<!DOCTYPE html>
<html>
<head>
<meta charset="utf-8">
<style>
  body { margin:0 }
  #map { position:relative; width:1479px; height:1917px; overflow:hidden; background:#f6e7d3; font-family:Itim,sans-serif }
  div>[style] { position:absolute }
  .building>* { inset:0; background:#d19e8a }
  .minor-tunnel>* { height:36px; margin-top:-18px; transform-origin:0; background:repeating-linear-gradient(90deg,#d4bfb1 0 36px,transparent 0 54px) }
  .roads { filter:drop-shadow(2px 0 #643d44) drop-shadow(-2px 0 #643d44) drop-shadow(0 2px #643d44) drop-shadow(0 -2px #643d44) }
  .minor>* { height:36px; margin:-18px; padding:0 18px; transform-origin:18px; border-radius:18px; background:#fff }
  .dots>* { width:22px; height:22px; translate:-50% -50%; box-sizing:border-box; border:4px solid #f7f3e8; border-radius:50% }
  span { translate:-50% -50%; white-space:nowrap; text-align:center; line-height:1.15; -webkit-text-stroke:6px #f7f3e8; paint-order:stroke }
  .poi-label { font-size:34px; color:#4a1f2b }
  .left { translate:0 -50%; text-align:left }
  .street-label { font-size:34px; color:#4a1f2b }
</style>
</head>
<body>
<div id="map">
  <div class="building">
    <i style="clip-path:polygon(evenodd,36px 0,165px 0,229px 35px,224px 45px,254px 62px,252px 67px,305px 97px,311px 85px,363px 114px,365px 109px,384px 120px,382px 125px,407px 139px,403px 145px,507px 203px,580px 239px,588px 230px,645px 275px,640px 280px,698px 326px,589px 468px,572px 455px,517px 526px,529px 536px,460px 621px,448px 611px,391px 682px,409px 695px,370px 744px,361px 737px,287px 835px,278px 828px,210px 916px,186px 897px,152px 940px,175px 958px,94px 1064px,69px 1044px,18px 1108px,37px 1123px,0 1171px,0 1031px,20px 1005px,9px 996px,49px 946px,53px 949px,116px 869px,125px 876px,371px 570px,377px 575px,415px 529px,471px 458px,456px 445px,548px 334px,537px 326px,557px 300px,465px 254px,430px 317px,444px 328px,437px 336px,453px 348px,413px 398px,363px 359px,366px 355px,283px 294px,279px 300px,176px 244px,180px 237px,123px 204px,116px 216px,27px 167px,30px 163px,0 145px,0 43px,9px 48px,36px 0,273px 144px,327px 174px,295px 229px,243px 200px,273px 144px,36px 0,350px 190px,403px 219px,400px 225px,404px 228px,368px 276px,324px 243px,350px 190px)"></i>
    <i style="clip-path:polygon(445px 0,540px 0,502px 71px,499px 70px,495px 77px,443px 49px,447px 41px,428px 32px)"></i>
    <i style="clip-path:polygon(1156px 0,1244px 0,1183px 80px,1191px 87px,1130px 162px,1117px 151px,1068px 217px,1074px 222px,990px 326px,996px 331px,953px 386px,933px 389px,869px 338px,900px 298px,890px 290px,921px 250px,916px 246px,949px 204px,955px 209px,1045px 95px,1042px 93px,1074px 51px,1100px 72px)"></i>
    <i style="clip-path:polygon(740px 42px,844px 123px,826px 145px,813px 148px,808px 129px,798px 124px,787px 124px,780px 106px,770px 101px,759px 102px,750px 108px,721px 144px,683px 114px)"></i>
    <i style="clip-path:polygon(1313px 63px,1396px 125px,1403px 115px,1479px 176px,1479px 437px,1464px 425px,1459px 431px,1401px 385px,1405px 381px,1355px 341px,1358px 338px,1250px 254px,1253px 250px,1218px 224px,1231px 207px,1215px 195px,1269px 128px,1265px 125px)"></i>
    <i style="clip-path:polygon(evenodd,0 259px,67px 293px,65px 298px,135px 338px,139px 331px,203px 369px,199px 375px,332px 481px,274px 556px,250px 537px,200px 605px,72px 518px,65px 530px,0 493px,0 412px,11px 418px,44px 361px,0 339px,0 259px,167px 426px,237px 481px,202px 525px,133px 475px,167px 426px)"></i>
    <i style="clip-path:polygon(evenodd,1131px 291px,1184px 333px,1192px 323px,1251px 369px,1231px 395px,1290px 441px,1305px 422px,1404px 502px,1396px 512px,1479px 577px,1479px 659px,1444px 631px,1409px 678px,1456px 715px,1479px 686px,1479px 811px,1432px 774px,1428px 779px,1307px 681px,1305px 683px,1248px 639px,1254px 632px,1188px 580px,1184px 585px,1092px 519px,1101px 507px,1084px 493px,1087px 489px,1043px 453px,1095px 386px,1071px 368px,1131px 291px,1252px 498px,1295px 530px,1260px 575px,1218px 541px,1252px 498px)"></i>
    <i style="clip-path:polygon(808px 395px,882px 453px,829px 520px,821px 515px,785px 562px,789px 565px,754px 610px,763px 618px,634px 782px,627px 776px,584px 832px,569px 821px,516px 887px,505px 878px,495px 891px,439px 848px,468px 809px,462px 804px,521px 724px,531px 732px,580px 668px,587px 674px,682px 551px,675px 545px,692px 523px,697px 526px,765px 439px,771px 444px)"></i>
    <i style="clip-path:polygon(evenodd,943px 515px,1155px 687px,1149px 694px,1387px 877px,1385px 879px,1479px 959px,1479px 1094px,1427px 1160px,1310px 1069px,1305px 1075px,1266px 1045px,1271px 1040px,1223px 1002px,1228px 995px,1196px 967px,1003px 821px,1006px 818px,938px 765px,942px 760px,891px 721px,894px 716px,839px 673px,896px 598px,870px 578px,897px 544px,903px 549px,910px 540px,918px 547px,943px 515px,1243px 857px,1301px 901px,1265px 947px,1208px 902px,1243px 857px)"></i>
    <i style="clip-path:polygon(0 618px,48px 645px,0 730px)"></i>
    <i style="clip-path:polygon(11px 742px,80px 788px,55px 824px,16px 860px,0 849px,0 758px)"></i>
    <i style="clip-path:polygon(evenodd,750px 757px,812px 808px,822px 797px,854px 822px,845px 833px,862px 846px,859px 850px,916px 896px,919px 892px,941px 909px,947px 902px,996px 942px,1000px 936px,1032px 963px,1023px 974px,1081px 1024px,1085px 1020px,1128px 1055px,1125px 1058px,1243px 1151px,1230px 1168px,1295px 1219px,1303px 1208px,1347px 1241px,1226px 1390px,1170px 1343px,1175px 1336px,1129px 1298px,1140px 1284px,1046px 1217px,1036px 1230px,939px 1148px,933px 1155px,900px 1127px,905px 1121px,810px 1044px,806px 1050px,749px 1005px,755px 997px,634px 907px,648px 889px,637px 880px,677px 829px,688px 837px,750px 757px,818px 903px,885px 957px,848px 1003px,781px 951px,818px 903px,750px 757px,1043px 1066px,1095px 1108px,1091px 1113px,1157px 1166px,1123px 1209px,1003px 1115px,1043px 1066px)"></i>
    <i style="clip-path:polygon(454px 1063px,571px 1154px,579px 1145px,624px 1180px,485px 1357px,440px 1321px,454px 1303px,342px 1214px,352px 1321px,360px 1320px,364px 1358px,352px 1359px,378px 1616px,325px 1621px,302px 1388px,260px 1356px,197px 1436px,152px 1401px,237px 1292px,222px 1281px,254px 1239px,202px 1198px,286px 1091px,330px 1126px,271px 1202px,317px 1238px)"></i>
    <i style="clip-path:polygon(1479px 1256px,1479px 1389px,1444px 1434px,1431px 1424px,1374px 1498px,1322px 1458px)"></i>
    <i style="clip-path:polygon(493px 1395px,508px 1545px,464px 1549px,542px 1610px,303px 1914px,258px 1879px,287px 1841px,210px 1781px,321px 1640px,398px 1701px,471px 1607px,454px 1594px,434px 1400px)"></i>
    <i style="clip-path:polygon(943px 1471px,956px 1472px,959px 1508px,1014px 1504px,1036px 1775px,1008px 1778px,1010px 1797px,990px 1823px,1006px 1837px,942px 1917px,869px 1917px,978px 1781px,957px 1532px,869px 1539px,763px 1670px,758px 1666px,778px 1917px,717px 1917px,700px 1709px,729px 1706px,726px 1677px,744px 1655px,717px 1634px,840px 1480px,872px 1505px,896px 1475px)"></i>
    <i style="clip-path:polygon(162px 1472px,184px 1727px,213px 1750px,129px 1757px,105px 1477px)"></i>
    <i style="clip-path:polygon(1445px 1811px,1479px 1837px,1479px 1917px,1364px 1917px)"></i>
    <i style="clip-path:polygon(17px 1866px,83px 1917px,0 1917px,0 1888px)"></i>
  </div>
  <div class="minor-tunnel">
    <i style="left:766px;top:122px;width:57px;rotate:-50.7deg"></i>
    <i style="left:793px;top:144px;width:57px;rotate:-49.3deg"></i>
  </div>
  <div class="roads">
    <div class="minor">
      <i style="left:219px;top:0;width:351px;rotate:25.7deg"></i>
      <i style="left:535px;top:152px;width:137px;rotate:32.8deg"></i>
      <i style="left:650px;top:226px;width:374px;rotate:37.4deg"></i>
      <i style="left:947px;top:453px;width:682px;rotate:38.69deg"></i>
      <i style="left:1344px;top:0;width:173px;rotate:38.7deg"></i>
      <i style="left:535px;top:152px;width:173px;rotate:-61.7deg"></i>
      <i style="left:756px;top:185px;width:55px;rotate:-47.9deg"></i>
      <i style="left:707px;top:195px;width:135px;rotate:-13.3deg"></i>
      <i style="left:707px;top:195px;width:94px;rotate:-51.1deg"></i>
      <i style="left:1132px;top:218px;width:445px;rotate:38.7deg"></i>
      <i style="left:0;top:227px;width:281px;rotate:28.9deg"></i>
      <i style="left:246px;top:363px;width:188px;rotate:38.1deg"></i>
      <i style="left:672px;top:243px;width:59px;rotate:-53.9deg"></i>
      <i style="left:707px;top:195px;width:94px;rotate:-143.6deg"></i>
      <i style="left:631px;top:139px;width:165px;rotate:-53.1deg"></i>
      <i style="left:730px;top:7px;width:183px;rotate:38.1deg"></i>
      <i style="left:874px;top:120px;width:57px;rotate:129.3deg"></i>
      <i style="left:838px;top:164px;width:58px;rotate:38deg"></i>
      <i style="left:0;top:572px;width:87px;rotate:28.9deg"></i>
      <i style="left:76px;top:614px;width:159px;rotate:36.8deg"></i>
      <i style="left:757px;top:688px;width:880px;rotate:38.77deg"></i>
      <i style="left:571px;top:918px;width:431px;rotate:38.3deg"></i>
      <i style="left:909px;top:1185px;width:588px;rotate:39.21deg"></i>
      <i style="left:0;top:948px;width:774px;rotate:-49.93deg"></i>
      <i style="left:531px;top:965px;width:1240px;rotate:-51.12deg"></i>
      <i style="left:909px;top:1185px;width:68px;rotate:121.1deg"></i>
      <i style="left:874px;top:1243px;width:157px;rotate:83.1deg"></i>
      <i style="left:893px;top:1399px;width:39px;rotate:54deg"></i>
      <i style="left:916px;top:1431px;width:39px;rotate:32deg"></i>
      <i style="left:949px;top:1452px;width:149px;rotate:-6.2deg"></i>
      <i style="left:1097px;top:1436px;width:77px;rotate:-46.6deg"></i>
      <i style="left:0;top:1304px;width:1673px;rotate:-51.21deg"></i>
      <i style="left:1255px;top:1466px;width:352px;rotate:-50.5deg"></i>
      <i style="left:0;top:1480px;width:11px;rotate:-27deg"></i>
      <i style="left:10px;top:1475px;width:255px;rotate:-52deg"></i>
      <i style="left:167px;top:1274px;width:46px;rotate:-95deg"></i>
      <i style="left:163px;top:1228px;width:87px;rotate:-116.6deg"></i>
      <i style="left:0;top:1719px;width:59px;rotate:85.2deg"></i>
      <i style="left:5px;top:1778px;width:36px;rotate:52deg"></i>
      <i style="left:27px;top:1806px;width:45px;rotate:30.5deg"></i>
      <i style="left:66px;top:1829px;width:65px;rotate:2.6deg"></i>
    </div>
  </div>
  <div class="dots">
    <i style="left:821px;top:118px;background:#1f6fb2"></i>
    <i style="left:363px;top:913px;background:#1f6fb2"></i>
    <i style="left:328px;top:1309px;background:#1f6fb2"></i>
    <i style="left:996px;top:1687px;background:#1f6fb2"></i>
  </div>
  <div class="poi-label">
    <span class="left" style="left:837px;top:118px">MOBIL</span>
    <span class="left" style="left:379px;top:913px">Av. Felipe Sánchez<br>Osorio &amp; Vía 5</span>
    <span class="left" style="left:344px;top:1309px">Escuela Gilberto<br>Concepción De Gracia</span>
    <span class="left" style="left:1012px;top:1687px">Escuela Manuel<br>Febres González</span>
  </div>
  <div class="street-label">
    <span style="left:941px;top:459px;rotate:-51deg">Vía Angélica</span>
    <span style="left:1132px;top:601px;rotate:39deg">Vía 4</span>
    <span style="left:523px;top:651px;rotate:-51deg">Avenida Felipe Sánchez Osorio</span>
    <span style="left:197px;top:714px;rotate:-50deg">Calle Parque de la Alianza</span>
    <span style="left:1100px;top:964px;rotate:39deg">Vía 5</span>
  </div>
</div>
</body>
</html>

• Your objective: Write out the lines of the entries, word for word, from the first through the one containing "filter:drop-shadow(2px 0 #643d44)", and stop at that line.

• Solution to the problem:
<!DOCTYPE html>
<html>
<head>
<meta charset="utf-8">
<style>
  body { margin:0 }
  #map { position:relative; width:1479px; height:1917px; overflow:hidden; background:#f6e7d3; font-family:Itim,sans-serif }
  div>[style] { position:absolute }
  .building>* { inset:0; background:#d19e8a }
  .minor-tunnel>* { height:36px; margin-top:-18px; transform-origin:0; background:repeating-linear-gradient(90deg,#d4bfb1 0 36px,transparent 0 54px) }
  .roads { filter:drop-shadow(2px 0 #643d44) drop-shadow(-2px 0 #643d44) drop-shadow(0 2px #643d44) drop-shadow(0 -2px #643d44) }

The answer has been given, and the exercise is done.